**EXERCISE DIRECTIONS:**
In the material below, find each line that contains the word "Linn" and copy it.

**TASK INPUTS:**
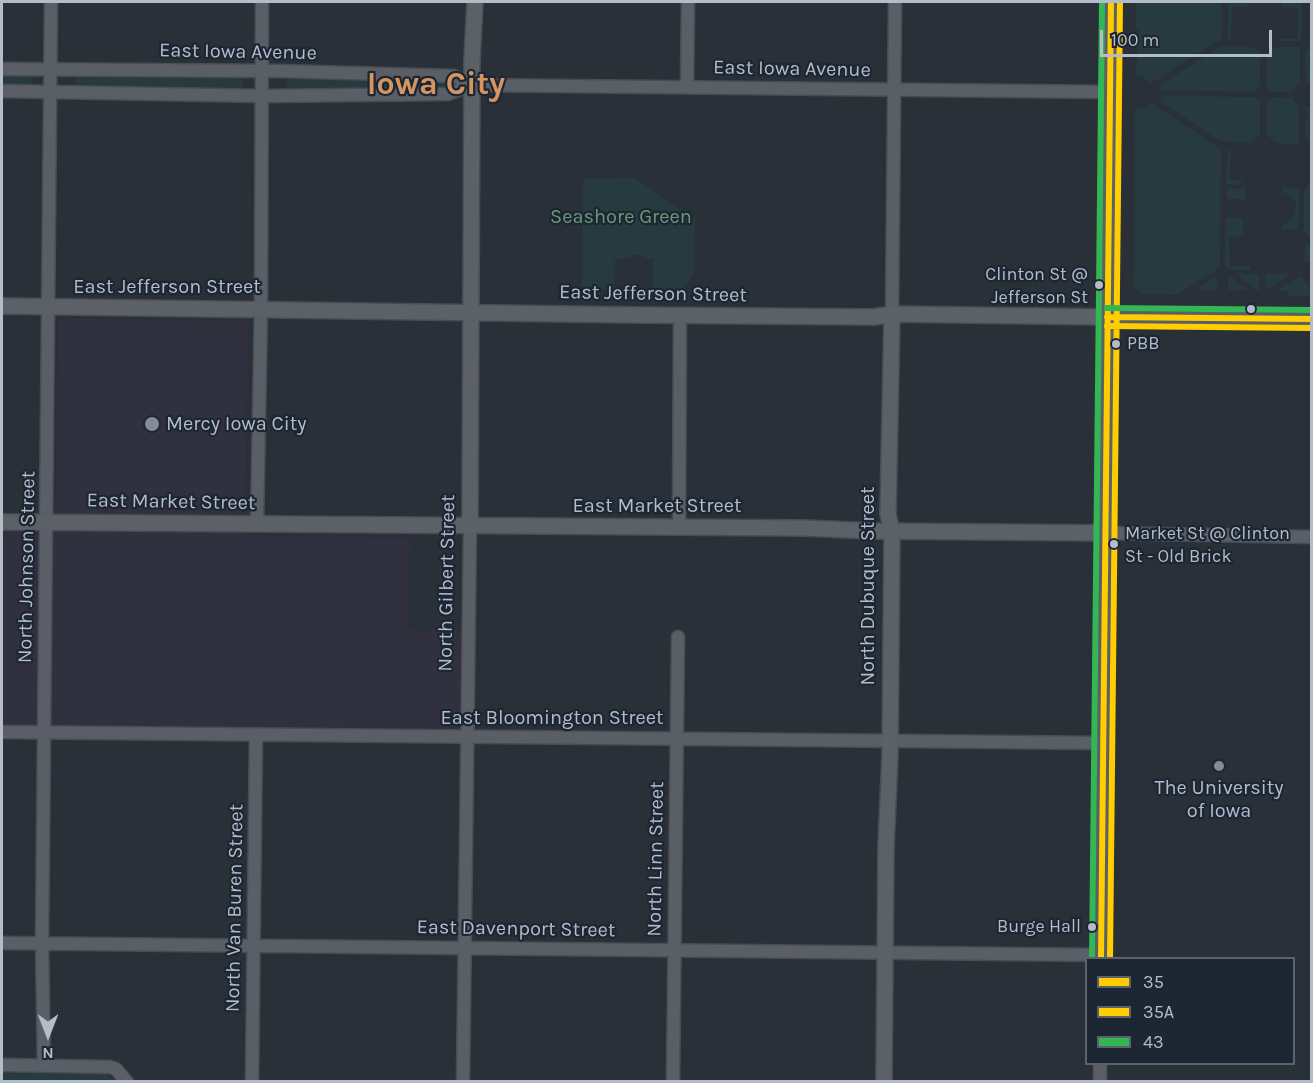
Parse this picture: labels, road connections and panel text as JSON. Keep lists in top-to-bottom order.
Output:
{
  "streets": {
    "main road": [
      "East Jefferson Street",
      "East Market Street",
      "North Gilbert Street",
      "North Dubuque Street"
    ],
    "street": [
      "East Iowa Avenue",
      "North Johnson Street",
      "East Bloomington Street",
      "North Linn Street",
      "North Van Buren Street",
      "East Davenport Street"
    ]
  },
  "crossings": [
    ["East Iowa Avenue", "North Johnson Street"],
    ["East Iowa Avenue", "North Gilbert Street"],
    ["East Iowa Avenue", "North Dubuque Street"],
    ["East Jefferson Street", "North Johnson Street"],
    ["East Jefferson Street", "North Gilbert Street"],
    ["East Jefferson Street", "North Dubuque Street"],
    ["East Market Street", "North Johnson Street"],
    ["East Market Street", "North Gilbert Street"],
    ["East Market Street", "North Dubuque Street"],
    ["North Johnson Street", "East Bloomington Street"],
    ["North Johnson Street", "East Davenport Street"],
    ["North Gilbert Street", "East Bloomington Street"],
    ["North Gilbert Street", "East Davenport Street"],
    ["North Dubuque Street", "East Bloomington Street"],
    ["North Dubuque Street", "East Davenport Street"],
    ["East Bloomington Street", "North Linn Street"],
    ["East Bloomington Street", "North Van Buren Street"],
    ["North Linn Street", "East Davenport Street"],
    ["North Van Buren Street", "East Davenport Street"]
  ],
  "districts": ["Iowa City"],
  "parks": ["Seashore Green"],
  "places": [
    "Clinton St @ Jefferson St",
    "PBB",
    "Mercy Iowa City",
    "Market St @ Clinton St - Old Brick",
    "The University of Iowa",
    "Burge Hall"
  ],
  "lines": ["transit line 35", "transit line 35A", "transit line 43"],
  "legend": ["35", "35A", "43"],
  "scale_bar": "100 m",
  "north": "bottom"
}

**RESPONSE BELOW:**
      "North Linn Street",
    ["East Bloomington Street", "North Linn Street"],
    ["North Linn Street", "East Davenport Street"],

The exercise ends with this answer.